Records from a collection:
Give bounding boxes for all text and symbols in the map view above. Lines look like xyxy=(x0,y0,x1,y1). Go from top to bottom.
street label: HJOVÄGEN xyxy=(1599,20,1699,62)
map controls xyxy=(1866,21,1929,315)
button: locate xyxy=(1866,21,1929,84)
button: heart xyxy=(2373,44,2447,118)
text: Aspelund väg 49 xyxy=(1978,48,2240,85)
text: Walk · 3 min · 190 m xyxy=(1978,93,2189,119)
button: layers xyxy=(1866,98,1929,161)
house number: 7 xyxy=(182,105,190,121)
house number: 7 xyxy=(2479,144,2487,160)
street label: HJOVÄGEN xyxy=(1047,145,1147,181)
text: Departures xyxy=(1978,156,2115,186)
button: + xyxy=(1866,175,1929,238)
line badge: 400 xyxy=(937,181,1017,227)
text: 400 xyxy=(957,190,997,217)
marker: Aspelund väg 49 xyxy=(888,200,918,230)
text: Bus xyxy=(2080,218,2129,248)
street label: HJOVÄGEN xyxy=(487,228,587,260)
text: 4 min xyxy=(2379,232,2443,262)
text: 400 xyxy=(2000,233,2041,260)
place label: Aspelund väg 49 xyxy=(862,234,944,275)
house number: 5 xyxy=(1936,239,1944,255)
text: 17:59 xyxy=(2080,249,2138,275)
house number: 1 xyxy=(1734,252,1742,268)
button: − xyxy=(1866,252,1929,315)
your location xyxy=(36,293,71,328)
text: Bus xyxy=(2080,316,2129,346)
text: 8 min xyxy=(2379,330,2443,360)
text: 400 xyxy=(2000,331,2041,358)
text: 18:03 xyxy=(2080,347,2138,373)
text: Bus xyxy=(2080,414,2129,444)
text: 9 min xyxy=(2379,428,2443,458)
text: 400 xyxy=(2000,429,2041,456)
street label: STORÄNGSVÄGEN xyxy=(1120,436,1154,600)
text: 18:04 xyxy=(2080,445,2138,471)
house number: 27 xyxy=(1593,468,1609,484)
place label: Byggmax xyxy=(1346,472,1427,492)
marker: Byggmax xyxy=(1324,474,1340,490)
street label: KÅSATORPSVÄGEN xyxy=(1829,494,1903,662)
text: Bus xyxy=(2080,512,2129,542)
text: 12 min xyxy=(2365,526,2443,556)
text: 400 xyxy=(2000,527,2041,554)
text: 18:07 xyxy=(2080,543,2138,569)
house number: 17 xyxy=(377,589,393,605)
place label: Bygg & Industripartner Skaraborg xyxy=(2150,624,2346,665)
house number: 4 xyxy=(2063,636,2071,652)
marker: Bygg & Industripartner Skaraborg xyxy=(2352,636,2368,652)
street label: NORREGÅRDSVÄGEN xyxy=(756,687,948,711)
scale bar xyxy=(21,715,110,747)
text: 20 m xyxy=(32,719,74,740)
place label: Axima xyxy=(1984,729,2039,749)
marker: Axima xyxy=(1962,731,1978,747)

§ Work item
Find the word "Aspelund" in the entries, then copy out every line that has it.

§ Output for this task
text: Aspelund väg 49 xyxy=(1978,48,2240,85)
marker: Aspelund väg 49 xyxy=(888,200,918,230)
place label: Aspelund väg 49 xyxy=(862,234,944,275)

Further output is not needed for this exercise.